EXERCISE INSTRUCTIONS: Would you please reproduce all the entries exactly, leaving the pictures out?

Stored data

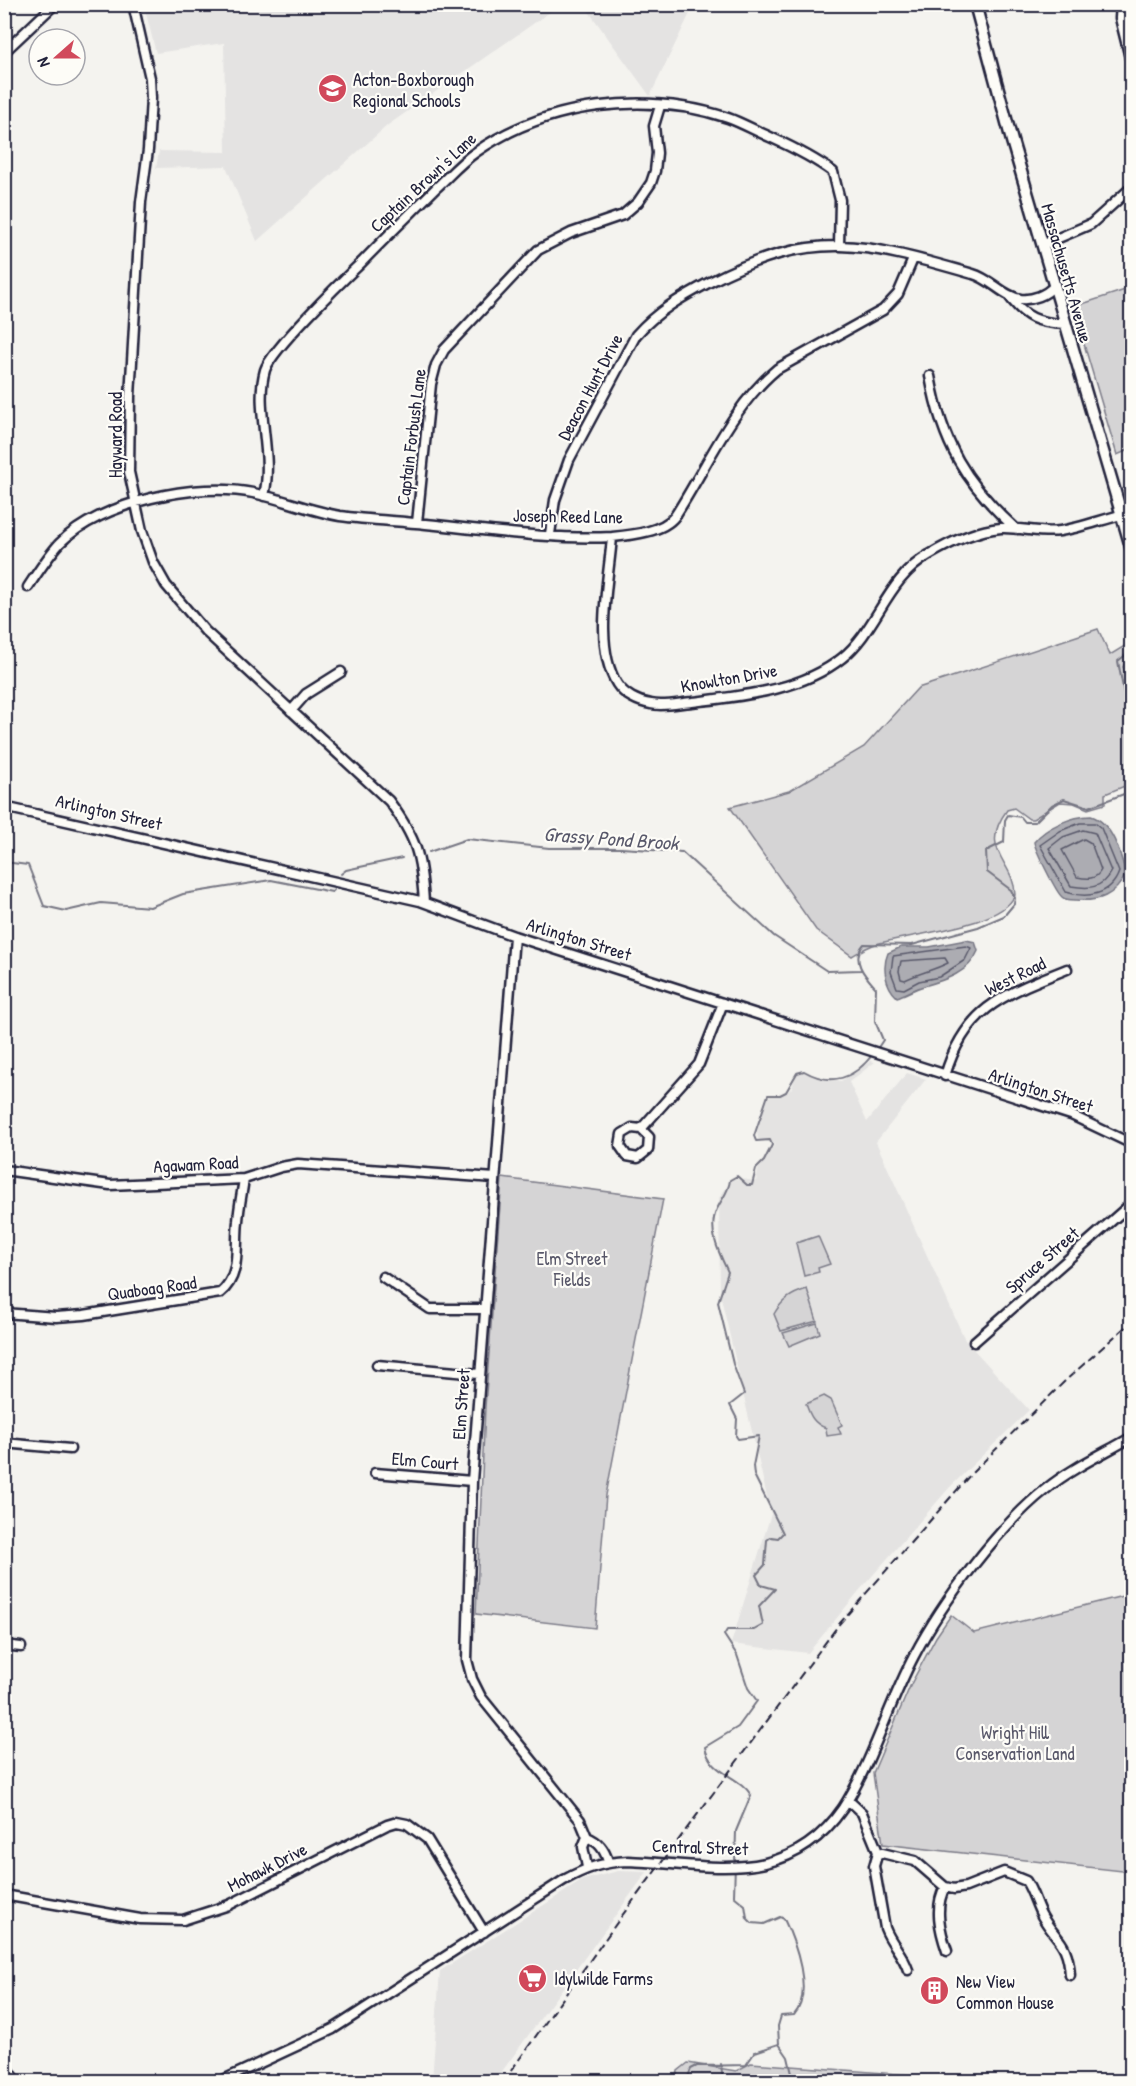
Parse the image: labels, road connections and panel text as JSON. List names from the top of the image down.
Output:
{
  "streets": {
    "main road": ["Massachusetts Avenue"],
    "street": [
      "Captain Brown's Lane",
      "Deacon Hunt Drive",
      "Hayward Road",
      "Captain Forbush Lane",
      "Joseph Reed Lane",
      "Knowlton Drive",
      "Arlington Street",
      "West Road",
      "Agawam Road",
      "Spruce Street",
      "Quaboag Road",
      "Elm Street",
      "Elm Court",
      "Central Street",
      "Mohawk Drive"
    ]
  },
  "crossings": [
    ["Captain Brown's Lane", "Deacon Hunt Drive"],
    ["Captain Brown's Lane", "Captain Forbush Lane"],
    ["Captain Brown's Lane", "Joseph Reed Lane"],
    ["Massachusetts Avenue", "Deacon Hunt Drive"],
    ["Massachusetts Avenue", "Knowlton Drive"],
    ["Deacon Hunt Drive", "Joseph Reed Lane"],
    ["Hayward Road", "Joseph Reed Lane"],
    ["Hayward Road", "Arlington Street"],
    ["Captain Forbush Lane", "Joseph Reed Lane"],
    ["Joseph Reed Lane", "Knowlton Drive"],
    ["Arlington Street", "West Road"],
    ["Arlington Street", "Elm Street"],
    ["Agawam Road", "Quaboag Road"],
    ["Agawam Road", "Elm Street"],
    ["Elm Street", "Elm Court"],
    ["Elm Street", "Central Street"],
    ["Central Street", "Mohawk Drive"]
  ],
  "water": ["Grassy Pond Brook"],
  "parks": ["Elm Street Fields", "Wright Hill Conservation Land"],
  "places": {
    "school or university": ["Acton-Boxborough Regional Schools"],
    "supermarket": ["Idylwilde Farms"],
    "building": ["New View Common House"]
  },
  "north": "left"
}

PROBLEM SOLUTION:
Parse the image: labels, road connections and panel text as JSON. List names from the top of the image down.
Output:
{
  "streets": {
    "main road": ["Massachusetts Avenue"],
    "street": [
      "Captain Brown's Lane",
      "Deacon Hunt Drive",
      "Hayward Road",
      "Captain Forbush Lane",
      "Joseph Reed Lane",
      "Knowlton Drive",
      "Arlington Street",
      "West Road",
      "Agawam Road",
      "Spruce Street",
      "Quaboag Road",
      "Elm Street",
      "Elm Court",
      "Central Street",
      "Mohawk Drive"
    ]
  },
  "crossings": [
    ["Captain Brown's Lane", "Deacon Hunt Drive"],
    ["Captain Brown's Lane", "Captain Forbush Lane"],
    ["Captain Brown's Lane", "Joseph Reed Lane"],
    ["Massachusetts Avenue", "Deacon Hunt Drive"],
    ["Massachusetts Avenue", "Knowlton Drive"],
    ["Deacon Hunt Drive", "Joseph Reed Lane"],
    ["Hayward Road", "Joseph Reed Lane"],
    ["Hayward Road", "Arlington Street"],
    ["Captain Forbush Lane", "Joseph Reed Lane"],
    ["Joseph Reed Lane", "Knowlton Drive"],
    ["Arlington Street", "West Road"],
    ["Arlington Street", "Elm Street"],
    ["Agawam Road", "Quaboag Road"],
    ["Agawam Road", "Elm Street"],
    ["Elm Street", "Elm Court"],
    ["Elm Street", "Central Street"],
    ["Central Street", "Mohawk Drive"]
  ],
  "water": ["Grassy Pond Brook"],
  "parks": ["Elm Street Fields", "Wright Hill Conservation Land"],
  "places": {
    "school or university": ["Acton-Boxborough Regional Schools"],
    "supermarket": ["Idylwilde Farms"],
    "building": ["New View Common House"]
  },
  "north": "left"
}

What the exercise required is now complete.